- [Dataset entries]

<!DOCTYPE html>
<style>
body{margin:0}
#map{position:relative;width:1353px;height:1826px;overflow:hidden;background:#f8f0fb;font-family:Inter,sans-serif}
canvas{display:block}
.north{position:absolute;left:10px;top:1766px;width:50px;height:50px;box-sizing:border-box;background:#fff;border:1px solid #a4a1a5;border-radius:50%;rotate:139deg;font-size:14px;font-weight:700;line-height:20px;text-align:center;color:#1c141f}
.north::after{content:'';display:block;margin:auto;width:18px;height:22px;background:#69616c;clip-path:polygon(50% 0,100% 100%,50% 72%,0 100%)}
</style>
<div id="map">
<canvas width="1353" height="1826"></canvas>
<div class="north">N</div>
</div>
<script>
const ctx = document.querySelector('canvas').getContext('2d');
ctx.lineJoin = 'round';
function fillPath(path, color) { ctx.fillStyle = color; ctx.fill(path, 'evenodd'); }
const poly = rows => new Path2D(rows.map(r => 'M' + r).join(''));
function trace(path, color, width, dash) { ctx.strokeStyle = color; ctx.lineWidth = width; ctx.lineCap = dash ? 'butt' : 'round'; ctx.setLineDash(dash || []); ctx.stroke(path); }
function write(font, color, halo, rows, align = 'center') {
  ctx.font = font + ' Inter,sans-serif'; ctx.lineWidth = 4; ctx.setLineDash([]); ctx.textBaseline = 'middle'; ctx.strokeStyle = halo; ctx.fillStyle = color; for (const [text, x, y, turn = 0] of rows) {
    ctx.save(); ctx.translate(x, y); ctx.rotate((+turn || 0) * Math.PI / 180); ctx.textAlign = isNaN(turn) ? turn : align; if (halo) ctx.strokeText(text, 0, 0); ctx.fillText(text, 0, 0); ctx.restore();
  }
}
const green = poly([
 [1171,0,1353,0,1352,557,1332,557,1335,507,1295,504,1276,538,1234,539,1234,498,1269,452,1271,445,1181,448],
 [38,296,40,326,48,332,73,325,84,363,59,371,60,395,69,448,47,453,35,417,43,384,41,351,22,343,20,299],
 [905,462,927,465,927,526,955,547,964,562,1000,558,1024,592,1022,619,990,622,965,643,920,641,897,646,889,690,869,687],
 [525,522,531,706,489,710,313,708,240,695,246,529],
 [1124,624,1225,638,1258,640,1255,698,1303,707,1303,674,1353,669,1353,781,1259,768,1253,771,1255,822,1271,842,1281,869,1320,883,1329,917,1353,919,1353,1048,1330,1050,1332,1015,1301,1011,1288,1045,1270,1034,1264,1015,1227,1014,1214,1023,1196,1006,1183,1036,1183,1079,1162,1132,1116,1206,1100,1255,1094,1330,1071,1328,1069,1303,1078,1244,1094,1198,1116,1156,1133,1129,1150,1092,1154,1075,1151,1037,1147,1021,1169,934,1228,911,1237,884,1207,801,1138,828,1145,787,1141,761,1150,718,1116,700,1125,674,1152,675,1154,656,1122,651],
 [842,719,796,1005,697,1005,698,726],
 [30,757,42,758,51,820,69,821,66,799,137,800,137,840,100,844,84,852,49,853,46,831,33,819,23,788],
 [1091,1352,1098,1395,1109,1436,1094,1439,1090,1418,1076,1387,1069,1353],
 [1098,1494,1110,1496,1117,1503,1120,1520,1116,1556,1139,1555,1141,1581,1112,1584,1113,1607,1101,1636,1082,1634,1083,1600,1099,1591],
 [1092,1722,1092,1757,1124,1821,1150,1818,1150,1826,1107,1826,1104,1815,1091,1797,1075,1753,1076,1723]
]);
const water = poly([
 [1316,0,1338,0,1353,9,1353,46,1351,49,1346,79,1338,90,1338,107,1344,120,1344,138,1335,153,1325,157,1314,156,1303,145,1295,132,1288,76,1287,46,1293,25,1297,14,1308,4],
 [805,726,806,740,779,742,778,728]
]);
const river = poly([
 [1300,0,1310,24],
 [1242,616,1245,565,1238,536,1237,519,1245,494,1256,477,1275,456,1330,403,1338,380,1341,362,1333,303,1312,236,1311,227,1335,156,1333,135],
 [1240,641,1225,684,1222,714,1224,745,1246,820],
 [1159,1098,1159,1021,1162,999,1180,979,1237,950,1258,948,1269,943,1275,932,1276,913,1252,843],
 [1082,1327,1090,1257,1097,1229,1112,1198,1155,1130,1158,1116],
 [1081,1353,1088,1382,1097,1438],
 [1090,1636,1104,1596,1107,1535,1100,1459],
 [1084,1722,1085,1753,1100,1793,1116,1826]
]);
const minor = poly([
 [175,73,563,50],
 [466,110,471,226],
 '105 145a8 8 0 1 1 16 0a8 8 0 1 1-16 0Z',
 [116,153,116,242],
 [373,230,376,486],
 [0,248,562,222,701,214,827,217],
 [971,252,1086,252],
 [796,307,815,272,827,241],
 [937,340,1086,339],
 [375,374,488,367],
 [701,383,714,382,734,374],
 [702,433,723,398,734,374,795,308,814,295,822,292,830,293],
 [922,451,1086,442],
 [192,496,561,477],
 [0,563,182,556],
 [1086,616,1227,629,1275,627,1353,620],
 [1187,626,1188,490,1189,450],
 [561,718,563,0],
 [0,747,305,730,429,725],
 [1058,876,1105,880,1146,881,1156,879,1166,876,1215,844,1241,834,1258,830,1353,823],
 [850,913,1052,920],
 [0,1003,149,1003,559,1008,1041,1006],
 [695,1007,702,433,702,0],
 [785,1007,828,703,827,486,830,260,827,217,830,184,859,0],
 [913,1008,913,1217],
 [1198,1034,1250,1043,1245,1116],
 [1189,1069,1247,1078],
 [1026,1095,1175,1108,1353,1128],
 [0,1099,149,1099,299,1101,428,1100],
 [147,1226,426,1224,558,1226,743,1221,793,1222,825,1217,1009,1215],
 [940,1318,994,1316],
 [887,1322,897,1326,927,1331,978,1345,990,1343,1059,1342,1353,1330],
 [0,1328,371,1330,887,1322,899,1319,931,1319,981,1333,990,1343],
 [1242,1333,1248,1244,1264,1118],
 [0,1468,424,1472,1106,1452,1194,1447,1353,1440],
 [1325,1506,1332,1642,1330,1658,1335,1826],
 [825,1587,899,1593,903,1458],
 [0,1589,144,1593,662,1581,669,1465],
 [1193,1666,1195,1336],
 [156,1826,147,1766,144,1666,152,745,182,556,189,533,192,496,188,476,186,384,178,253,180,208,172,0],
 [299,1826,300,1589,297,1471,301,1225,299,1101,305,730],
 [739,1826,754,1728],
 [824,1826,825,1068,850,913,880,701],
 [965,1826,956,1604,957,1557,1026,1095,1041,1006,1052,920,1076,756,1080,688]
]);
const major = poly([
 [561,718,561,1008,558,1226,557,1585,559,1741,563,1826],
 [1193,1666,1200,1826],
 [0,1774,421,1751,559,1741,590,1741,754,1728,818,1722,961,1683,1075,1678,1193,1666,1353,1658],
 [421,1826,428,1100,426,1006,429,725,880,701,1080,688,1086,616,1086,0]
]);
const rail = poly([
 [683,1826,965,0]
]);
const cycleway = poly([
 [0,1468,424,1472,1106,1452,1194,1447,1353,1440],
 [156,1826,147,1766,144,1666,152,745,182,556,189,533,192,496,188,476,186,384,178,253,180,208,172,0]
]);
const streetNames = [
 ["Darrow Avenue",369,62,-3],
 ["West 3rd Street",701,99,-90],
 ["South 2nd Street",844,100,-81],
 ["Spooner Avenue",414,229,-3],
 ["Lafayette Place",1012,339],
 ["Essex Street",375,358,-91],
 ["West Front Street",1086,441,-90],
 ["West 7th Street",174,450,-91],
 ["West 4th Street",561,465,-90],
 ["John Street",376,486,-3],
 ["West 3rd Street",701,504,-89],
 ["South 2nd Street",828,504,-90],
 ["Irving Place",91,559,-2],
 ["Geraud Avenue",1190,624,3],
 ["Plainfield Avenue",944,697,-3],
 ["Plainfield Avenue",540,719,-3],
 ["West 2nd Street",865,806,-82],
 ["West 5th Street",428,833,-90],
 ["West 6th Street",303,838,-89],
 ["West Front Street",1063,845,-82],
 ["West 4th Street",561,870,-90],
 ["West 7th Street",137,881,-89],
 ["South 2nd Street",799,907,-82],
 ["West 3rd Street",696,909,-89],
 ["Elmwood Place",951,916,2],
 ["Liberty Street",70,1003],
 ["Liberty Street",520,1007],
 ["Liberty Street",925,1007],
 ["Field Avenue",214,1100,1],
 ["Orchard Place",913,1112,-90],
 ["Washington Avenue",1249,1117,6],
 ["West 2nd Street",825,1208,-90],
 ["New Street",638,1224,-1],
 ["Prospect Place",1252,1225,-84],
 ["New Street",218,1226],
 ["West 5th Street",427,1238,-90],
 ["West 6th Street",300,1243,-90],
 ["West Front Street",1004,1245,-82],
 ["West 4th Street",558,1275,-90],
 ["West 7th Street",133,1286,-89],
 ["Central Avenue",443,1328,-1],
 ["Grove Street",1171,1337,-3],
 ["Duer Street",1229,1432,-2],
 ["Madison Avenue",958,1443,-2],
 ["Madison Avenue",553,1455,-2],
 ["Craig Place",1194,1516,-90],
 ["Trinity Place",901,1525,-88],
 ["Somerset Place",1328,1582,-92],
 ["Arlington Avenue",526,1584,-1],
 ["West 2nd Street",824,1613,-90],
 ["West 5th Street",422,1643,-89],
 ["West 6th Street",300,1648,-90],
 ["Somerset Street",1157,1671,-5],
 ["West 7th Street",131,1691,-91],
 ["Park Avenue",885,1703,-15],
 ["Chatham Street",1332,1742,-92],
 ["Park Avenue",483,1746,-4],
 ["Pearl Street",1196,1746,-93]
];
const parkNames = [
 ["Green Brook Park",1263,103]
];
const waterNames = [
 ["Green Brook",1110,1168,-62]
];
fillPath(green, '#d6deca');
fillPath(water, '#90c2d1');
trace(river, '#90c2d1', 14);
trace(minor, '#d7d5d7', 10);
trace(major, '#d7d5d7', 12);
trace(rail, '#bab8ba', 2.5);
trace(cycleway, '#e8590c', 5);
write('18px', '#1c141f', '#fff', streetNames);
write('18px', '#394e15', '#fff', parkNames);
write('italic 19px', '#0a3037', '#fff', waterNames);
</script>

- [Work item] Tally up how many lines in the records contain the string "Plainfield". Answer with that figure only.

- [Solution to this exercise] 2